The last few months have proven that it’s hard to be a conservative state official and go along with any part of the Affordable Care Act (ACA). Arizona Gov. Jan Brewer and Ohio Gov. John Kasich received a talking-to from their Republican brethren after agreeing to expand Medicaid under the law.

That might explain why, as the deadline for states to declare they will partner with the federal government to run the health insurance marketplaces created by the law arrives, some of those officials are avidly avoiding the “partnership” moniker -- but still fighting to play a role in their operation.

Feb. 15 is the last day for states to submit applications to participate in a state-federal partnership on the marketplaces, also known as exchanges. (For a broad overview of how the partnership model is supposed to work, check out Governing’s profile of Delaware). It remains to be seen exactly how many states will decide to go that route, probably a half dozen or so.

But a few states are consciously foregoing a partnership and defaulting to a federal-run marketplace -- but still saying they want to have a role in regulating the insurance plans sold on the exchanges.

That was supposed to be a main feature of the partnership model. States could take responsibility for two functions of the partnership exchange: maintaining customer service and overseeing the plan management, i.e. accepting and certifying insurance coverage to be sold. It was intended to be part of the appeal of a partnership, because insurance regulation has traditionally been the state’s role.

But maybe the harsh reactions to Republicans accepting the Medicaid expansion led some of those same officials to reconsider a “partnership.” After all, it’s always been politically toxic for conservatives to appear to embrace any part of so-called ‘Obamacare.’ But that doesn’t mean they want to give up their authority to regulate insurance either.

So, this week, Ohio Gov. Kasich and Virginia Gov. Bob McDonnell both told the feds: we’re not doing a partnership, but we want to keep our regulatory power.

It's an unexpected move by states, says Caroline Pearson, director of health reform at Avalere Health, a consulting firm. Regardless of what exchange model a state has, it will still review all plans sold in the state, including those on the exchange.

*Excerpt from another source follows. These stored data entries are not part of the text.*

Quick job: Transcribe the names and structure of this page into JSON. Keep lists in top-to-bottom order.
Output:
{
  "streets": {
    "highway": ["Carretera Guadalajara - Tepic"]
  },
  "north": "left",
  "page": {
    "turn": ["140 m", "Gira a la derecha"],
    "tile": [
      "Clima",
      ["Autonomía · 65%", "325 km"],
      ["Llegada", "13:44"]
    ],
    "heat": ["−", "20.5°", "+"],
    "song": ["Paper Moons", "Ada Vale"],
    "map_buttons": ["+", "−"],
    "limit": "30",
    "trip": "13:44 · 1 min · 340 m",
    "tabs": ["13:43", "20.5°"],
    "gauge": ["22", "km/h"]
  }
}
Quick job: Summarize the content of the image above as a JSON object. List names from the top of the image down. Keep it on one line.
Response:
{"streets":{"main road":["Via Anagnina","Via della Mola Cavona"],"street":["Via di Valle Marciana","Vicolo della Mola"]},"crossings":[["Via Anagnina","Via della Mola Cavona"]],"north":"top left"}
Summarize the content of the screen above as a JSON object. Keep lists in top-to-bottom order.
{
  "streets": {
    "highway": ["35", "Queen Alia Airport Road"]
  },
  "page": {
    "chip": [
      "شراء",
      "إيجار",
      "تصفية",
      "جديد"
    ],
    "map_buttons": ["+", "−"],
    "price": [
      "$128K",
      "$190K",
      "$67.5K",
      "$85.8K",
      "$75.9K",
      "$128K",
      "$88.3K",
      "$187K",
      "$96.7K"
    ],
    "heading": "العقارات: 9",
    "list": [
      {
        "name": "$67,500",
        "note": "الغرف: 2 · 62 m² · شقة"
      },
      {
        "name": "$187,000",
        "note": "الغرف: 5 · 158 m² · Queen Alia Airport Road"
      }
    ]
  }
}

But the concept of "plan management", which means officially certifying plans to be sold on the marketplaces, would seem to require a partnership model.

"I'm perplexed at the moment. I don't know where the line (between partnership and federal exchange) is anymore," Pearson says. "I'm certain HHS is going to do their best to accommodate states doing as much as what they want to do... but such a situation is not clearly laid out in the way these states are presenting it."

In other words, it’s unknown if the U.S. Department of Health and Human Services (HHS) will let the states have their way. In guidance on the various models of health exchanges, the department wrote that it would work with states, regardless of exchange model, “to ensure the best, most effective experience for the state and its residents.”

But the guidance doesn’t include any provisions for the state to oversee plan management in a federal-run exchange. It could also be messy for insurers: will they have to submit paperwork to both the states and HHS?

HHS officials declined to comment until next week. But Joel Ario, a former HHS official who now works as a consultant at Manatt Health Solutions, says the department has a lot of incentive to work with states on the issue. He also notes that HHS has several avenues -- whether rate review rules or new guidance on federal exchanges -- to accommodate the wishes of Ohio, Virginia and any other states.

"There are good reasons for HHS to do it. States have the experience and expertise in this area. They're tremendously valuable," Ario says. "And it's better to have the states be cooperative and working with the feds to make this succeed."

So those questions still need to be answered. But the posturing probably makes sense from the perspective of Kasich and McDonnell. They aren’t ‘partnering’ with the feds on the exchange, a political win for them, but they aren’t relinquishing state power either.

“Continuing this regulation at the state level, as Ohio has done for decades, will preserve the high quality oversight of the industry for which Ohio is known, and also help provide stability to our state’s insurance market at this time of considerable volatility,” Ohio Lt. Gov. Mary Taylor, who directs the state insurance department, wrote in a letter to HHS, according to the Associated Press.

Likewise, McDonnell wrote to HHS that Virginia “will choose to evaluate whether a plan or issuer meets particular certification standards and conduct other specified plan management activities as part of its long-standing regulatory role and in connection with market reform standards,” according to the AP.

His health secretary Bill Hazel seemed to acknowledge, however, that Virginia had a limited ability to ensure that HHS would honor the state’s authority under a federal exchange. “It can take our recommendation or ignore it,” he told the AP.

More than 20 million Americans are expected to purchase insurance on the exchanges in the next decade. Under the ACA, they’re supposed to open for enrollment on Oct. 1, 2013, to sell coverage that takes effect on Jan. 1, 2014.